#### Problem to solve
Please retype the listing below exactly, from its opening line through the line where "position:relative; flex:1; overflow:hidden" appears.

##### Material provided

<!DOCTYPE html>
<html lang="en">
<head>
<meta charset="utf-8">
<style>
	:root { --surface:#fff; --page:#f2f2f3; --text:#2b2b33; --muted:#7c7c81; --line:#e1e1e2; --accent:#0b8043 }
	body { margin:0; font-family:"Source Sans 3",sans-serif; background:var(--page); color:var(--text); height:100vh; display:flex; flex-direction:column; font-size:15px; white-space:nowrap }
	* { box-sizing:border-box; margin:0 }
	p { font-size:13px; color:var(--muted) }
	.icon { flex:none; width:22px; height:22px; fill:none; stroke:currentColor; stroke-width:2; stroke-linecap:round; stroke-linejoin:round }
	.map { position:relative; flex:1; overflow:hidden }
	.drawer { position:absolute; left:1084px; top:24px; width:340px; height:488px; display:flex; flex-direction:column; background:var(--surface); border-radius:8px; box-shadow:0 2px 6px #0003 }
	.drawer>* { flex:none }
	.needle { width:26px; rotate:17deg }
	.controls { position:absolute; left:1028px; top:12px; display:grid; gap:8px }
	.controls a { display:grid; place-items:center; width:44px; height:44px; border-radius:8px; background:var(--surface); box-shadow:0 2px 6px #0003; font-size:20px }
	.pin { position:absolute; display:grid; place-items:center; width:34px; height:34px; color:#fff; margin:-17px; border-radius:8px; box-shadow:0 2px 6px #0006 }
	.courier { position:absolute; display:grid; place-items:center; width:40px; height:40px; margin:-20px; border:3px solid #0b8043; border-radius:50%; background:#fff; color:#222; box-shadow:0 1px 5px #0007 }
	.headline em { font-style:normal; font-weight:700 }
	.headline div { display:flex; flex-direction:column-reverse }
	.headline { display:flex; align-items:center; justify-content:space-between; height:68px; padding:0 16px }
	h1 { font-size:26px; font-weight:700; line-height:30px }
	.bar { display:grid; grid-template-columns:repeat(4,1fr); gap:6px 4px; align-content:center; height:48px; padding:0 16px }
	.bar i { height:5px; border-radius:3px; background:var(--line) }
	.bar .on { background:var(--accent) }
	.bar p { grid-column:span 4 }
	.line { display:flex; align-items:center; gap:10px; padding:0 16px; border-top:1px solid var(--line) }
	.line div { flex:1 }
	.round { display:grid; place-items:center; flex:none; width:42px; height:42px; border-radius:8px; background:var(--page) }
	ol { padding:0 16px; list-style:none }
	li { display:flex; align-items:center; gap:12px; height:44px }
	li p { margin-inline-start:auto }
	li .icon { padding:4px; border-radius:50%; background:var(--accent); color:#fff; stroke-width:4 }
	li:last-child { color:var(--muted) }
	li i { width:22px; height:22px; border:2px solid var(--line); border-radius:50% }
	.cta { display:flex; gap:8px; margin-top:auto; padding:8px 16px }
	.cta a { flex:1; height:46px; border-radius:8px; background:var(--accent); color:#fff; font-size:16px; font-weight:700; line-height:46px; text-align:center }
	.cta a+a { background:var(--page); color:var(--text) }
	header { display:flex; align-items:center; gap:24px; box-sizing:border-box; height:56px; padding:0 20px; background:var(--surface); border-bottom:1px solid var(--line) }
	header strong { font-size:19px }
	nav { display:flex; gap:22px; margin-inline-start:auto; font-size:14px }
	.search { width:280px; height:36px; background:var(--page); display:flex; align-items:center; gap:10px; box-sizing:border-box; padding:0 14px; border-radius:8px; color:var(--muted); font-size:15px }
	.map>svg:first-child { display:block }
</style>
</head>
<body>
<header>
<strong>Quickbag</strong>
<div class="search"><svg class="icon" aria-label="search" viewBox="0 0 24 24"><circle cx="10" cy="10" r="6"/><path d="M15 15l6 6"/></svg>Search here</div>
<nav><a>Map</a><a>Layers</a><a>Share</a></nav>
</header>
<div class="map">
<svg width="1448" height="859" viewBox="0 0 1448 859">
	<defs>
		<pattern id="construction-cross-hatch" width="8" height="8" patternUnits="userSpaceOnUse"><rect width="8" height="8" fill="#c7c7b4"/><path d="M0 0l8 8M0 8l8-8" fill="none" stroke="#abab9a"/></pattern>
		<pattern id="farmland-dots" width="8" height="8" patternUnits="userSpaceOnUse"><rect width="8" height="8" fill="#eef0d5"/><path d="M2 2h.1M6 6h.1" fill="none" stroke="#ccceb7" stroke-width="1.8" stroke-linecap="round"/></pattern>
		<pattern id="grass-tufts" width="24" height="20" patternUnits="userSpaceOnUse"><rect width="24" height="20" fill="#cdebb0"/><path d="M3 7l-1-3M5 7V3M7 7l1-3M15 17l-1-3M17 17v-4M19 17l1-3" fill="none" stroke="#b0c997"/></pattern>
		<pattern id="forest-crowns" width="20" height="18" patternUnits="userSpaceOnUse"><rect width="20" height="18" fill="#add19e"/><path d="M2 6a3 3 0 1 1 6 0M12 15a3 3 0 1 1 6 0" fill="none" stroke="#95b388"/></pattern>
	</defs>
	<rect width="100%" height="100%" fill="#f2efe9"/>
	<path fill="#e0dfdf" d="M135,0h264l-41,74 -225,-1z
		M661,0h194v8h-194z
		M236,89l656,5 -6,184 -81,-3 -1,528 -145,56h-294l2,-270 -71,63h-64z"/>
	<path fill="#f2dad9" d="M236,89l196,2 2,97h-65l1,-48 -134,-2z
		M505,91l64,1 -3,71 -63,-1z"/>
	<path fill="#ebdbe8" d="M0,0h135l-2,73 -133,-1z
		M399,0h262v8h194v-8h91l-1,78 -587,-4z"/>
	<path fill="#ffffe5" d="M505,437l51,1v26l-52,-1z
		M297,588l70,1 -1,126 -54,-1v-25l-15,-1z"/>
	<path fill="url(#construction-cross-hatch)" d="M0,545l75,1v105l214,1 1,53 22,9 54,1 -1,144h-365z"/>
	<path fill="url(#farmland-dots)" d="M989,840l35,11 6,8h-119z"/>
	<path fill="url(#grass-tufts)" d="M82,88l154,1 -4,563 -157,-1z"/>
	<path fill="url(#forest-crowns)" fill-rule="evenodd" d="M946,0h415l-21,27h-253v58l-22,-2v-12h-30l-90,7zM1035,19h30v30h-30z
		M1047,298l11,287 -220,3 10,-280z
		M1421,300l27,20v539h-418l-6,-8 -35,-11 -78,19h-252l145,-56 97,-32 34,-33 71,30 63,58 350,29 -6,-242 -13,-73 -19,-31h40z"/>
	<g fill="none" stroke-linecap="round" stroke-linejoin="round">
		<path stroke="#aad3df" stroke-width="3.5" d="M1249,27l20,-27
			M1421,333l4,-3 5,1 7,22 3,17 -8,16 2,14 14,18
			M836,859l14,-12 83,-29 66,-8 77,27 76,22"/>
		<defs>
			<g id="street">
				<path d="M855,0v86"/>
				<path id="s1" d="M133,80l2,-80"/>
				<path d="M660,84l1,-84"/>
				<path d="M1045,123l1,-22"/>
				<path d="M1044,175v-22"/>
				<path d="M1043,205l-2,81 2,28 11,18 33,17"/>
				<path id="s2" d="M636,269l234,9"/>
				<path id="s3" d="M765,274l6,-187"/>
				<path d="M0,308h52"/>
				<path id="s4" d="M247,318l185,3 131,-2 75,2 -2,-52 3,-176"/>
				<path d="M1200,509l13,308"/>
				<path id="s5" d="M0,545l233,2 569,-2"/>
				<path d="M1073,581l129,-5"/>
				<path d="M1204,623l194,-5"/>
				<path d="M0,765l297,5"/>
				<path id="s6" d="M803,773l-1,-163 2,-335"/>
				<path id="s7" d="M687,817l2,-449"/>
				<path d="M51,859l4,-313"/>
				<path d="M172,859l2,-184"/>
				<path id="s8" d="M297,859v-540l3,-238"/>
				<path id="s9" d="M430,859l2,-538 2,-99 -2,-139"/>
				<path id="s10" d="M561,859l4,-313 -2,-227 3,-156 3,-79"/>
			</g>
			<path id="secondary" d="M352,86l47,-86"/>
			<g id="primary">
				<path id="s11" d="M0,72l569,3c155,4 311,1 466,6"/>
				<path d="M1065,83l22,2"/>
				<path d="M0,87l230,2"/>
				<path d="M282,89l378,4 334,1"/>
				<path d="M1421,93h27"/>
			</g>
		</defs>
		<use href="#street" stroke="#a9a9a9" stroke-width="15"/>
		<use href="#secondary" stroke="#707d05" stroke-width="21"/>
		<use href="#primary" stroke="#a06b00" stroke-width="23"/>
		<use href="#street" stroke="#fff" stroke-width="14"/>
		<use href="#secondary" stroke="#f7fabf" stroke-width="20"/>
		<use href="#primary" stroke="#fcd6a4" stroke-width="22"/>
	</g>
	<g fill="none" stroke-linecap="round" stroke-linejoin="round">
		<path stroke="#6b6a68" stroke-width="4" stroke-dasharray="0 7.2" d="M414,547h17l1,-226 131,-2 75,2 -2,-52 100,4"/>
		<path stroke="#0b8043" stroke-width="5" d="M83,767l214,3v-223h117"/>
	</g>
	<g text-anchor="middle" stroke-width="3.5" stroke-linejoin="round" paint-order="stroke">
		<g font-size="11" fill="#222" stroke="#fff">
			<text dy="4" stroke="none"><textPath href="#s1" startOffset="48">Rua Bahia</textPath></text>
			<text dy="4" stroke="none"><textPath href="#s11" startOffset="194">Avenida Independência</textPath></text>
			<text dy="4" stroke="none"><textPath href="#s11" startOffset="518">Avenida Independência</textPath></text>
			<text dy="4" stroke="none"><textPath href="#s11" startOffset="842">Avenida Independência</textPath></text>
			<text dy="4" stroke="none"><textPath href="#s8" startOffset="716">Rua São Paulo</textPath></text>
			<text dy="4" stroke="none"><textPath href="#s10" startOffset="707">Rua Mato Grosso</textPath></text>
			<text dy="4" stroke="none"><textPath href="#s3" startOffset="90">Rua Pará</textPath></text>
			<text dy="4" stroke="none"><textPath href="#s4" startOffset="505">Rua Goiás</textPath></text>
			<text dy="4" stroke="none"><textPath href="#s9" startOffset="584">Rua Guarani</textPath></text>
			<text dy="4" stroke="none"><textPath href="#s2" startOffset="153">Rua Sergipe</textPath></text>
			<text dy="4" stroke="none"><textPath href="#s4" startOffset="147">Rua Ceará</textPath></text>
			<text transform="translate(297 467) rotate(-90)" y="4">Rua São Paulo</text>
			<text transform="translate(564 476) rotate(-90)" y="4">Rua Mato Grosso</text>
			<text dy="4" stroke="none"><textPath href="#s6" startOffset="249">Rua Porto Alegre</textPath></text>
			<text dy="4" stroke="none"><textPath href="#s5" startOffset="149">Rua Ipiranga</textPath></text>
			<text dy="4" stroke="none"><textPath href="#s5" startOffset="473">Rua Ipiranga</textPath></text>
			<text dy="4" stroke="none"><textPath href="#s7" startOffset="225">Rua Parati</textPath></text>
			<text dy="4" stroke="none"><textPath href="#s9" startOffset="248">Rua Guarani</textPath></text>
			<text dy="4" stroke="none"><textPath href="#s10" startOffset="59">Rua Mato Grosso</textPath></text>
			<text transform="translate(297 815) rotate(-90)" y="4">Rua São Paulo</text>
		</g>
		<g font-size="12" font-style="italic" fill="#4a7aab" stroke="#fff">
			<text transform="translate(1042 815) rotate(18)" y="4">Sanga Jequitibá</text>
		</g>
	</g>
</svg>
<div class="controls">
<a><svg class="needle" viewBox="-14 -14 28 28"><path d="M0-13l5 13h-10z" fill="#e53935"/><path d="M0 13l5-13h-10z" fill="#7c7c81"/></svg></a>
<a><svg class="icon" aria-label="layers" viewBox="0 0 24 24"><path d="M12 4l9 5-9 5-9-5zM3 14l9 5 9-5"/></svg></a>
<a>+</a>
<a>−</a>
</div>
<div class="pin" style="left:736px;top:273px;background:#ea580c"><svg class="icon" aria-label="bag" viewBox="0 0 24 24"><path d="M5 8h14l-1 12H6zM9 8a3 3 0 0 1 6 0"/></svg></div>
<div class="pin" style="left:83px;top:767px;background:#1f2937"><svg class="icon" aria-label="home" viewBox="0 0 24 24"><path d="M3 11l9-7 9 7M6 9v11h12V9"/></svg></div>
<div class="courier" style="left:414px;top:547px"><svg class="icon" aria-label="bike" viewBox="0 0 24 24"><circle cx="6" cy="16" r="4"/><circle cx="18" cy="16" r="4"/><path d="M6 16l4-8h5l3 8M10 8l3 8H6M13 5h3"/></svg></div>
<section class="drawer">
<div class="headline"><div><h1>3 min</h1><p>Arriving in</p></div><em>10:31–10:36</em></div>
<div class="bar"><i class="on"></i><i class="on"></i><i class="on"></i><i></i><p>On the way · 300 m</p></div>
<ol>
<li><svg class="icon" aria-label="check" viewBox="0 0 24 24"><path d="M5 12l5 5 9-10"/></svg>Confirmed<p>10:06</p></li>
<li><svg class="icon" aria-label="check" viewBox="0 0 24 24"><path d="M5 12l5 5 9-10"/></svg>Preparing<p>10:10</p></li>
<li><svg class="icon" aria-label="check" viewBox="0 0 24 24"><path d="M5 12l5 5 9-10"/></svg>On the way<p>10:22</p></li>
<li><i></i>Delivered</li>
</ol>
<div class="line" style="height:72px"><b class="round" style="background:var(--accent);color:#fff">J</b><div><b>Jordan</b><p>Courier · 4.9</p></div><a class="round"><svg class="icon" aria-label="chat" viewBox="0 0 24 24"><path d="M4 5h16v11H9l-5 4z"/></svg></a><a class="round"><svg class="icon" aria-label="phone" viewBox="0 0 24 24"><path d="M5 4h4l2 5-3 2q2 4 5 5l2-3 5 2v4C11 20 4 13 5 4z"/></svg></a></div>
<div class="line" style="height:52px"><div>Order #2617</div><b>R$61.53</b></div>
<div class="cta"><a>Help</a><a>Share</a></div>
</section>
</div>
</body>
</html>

##########

#### Response to the task
<!DOCTYPE html>
<html lang="en">
<head>
<meta charset="utf-8">
<style>
	:root { --surface:#fff; --page:#f2f2f3; --text:#2b2b33; --muted:#7c7c81; --line:#e1e1e2; --accent:#0b8043 }
	body { margin:0; font-family:"Source Sans 3",sans-serif; background:var(--page); color:var(--text); height:100vh; display:flex; flex-direction:column; font-size:15px; white-space:nowrap }
	* { box-sizing:border-box; margin:0 }
	p { font-size:13px; color:var(--muted) }
	.icon { flex:none; width:22px; height:22px; fill:none; stroke:currentColor; stroke-width:2; stroke-linecap:round; stroke-linejoin:round }
	.map { position:relative; flex:1; overflow:hidden }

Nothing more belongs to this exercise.